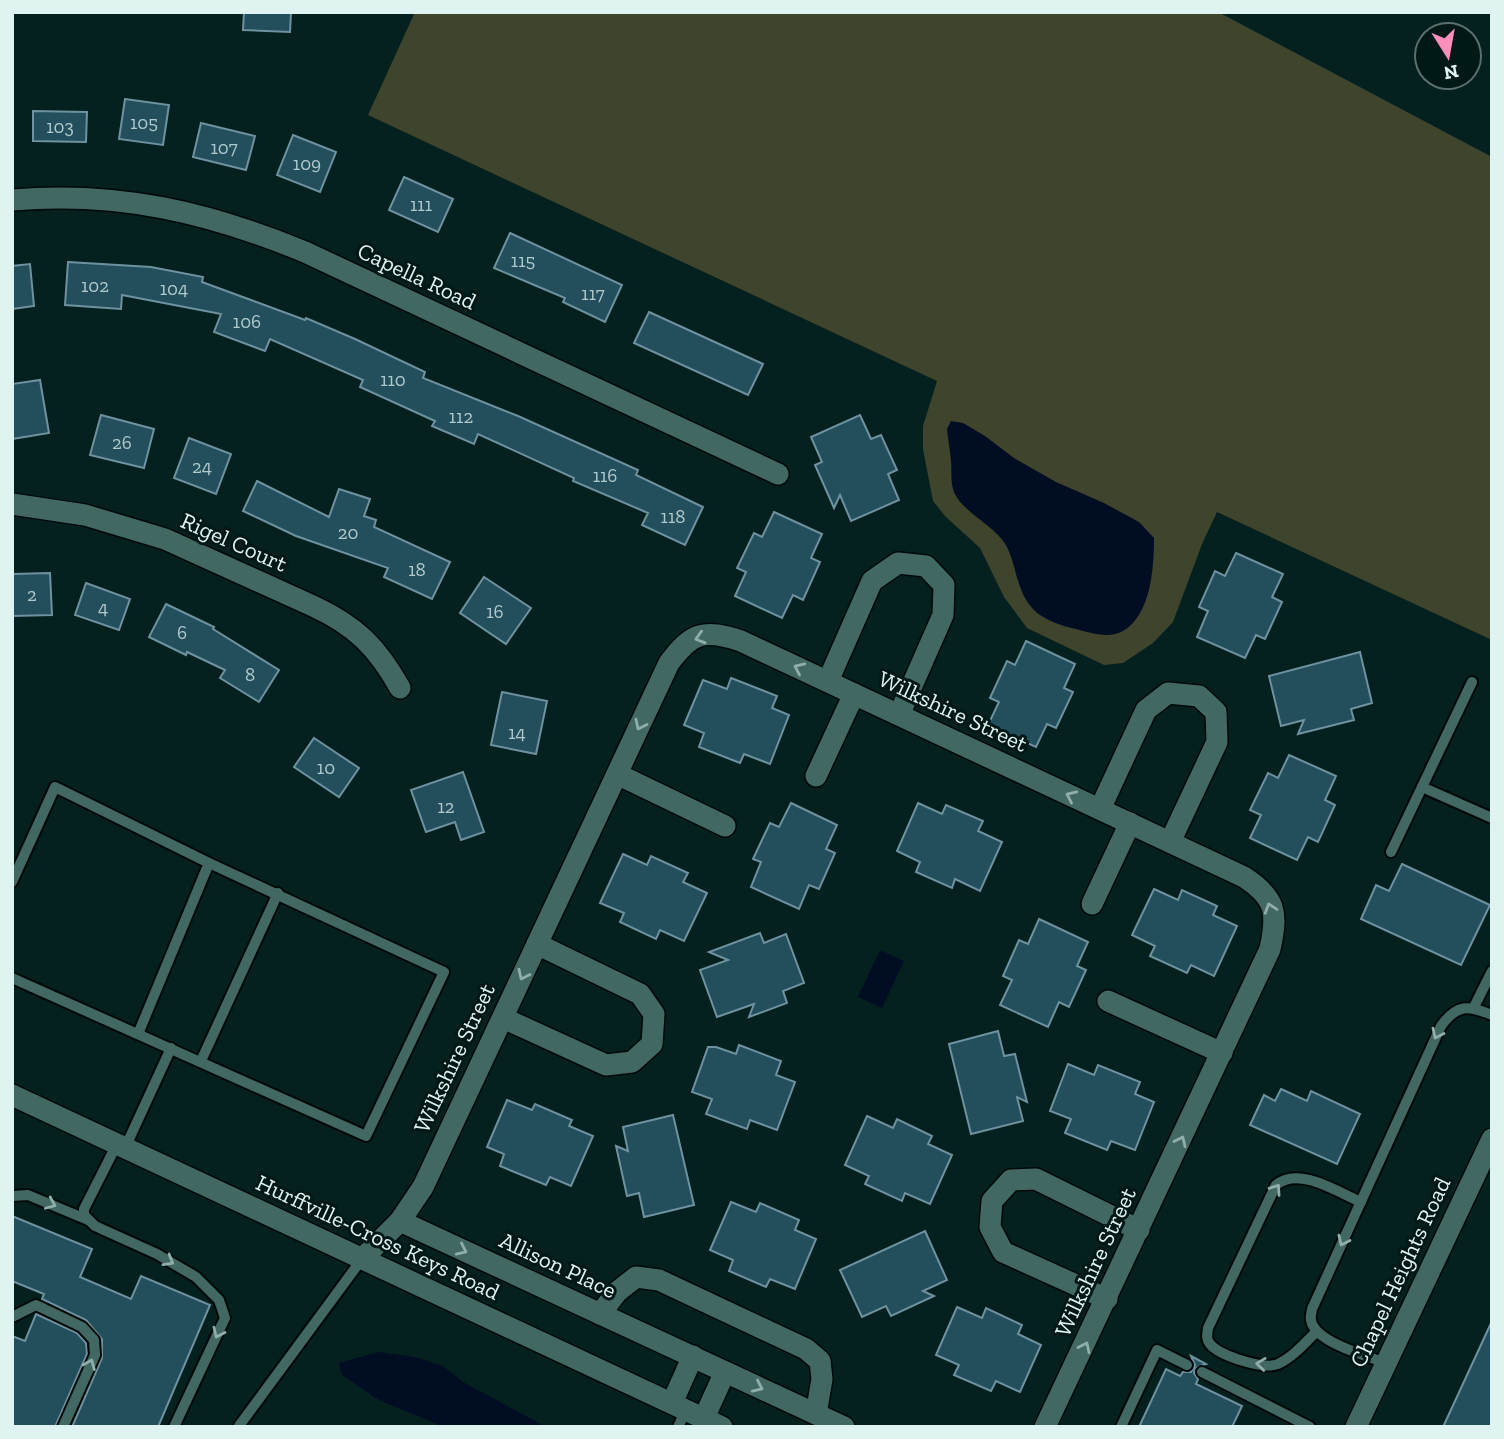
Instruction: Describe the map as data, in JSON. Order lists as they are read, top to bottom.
{
  "streets": {
    "street": [
      "Capella Road",
      "Rigel Court",
      "Wilkshire Street",
      "Hurffville-Cross Keys Road",
      "Allison Place",
      "Chapel Heights Road"
    ]
  },
  "crossings": [
    ["Wilkshire Street", "Hurffville-Cross Keys Road"],
    ["Wilkshire Street", "Allison Place"]
  ],
  "one_way": ["Allison Place"],
  "house_numbers": [
    "105",
    "103",
    "107",
    "109",
    "111",
    "115",
    "102",
    "104",
    "117",
    "106",
    "110",
    "112",
    "26",
    "24",
    "116",
    "118",
    "20",
    "18",
    "2",
    "4",
    "16",
    "6",
    "8",
    "14",
    "10",
    "12"
  ],
  "north": "bottom"
}
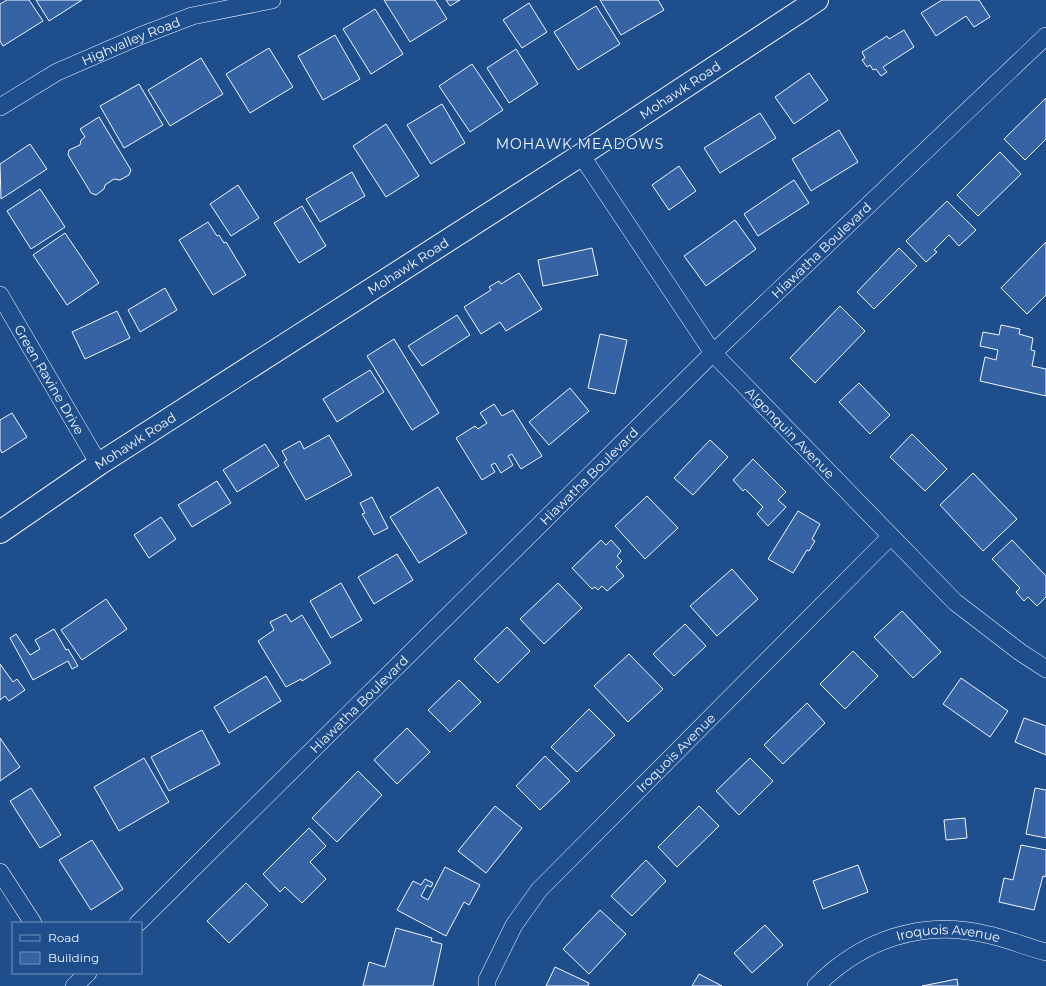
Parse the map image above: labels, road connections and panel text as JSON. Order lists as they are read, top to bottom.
{
  "streets": {
    "main road": ["Mohawk Road"],
    "street": [
      "Highvalley Road",
      "Hiawatha Boulevard",
      "Green Ravine Drive",
      "Algonquin Avenue",
      "Iroquois Avenue"
    ]
  },
  "crossings": [
    ["Mohawk Road", "Green Ravine Drive"],
    ["Mohawk Road", "Algonquin Avenue"],
    ["Hiawatha Boulevard", "Algonquin Avenue"],
    ["Algonquin Avenue", "Iroquois Avenue"]
  ],
  "districts": ["MOHAWK MEADOWS"],
  "legend": ["Road", "Building"]
}
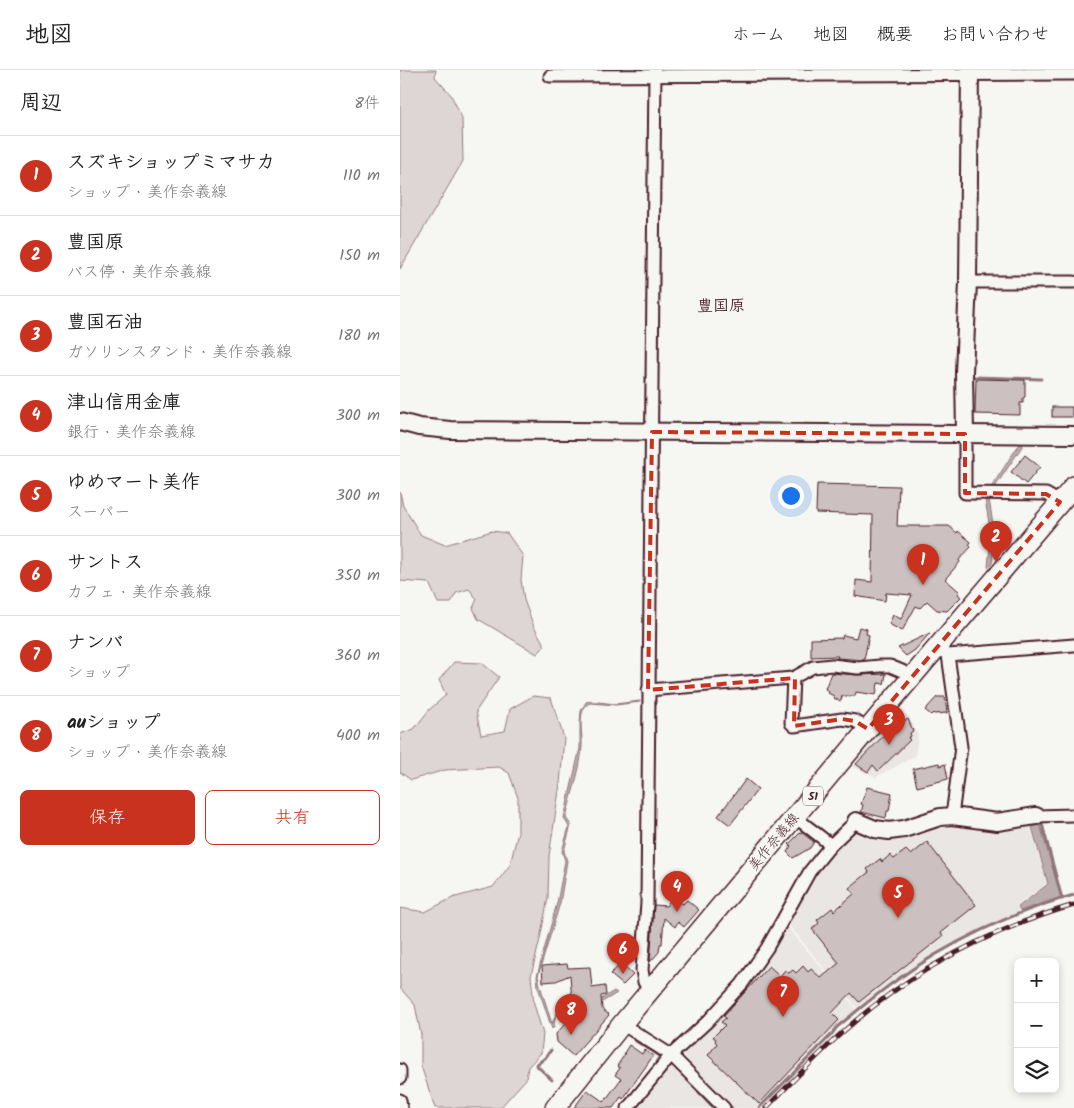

● ● ● ●

• **Required work**: Each line above must be repeated exactly in the answer, with pictures omitted.

• **Written answer**:
Instruction: Describe the map as data, in JSON. Order lists as they are read, top to bottom.
{
  "streets": {
    "street": [
      "Capella Road",
      "Rigel Court",
      "Wilkshire Street",
      "Hurffville-Cross Keys Road",
      "Allison Place",
      "Chapel Heights Road"
    ]
  },
  "crossings": [
    ["Wilkshire Street", "Hurffville-Cross Keys Road"],
    ["Wilkshire Street", "Allison Place"]
  ],
  "one_way": ["Allison Place"],
  "house_numbers": [
    "105",
    "103",
    "107",
    "109",
    "111",
    "115",
    "102",
    "104",
    "117",
    "106",
    "110",
    "112",
    "26",
    "24",
    "116",
    "118",
    "20",
    "18",
    "2",
    "4",
    "16",
    "6",
    "8",
    "14",
    "10",
    "12"
  ],
  "north": "bottom"
}
Parse the map image above: labels, road connections and panel text as JSON. Order lists as they are read, top to bottom.
{
  "streets": {
    "main road": ["Mohawk Road"],
    "street": [
      "Highvalley Road",
      "Hiawatha Boulevard",
      "Green Ravine Drive",
      "Algonquin Avenue",
      "Iroquois Avenue"
    ]
  },
  "crossings": [
    ["Mohawk Road", "Green Ravine Drive"],
    ["Mohawk Road", "Algonquin Avenue"],
    ["Hiawatha Boulevard", "Algonquin Avenue"],
    ["Algonquin Avenue", "Iroquois Avenue"]
  ],
  "districts": ["MOHAWK MEADOWS"],
  "legend": ["Road", "Building"]
}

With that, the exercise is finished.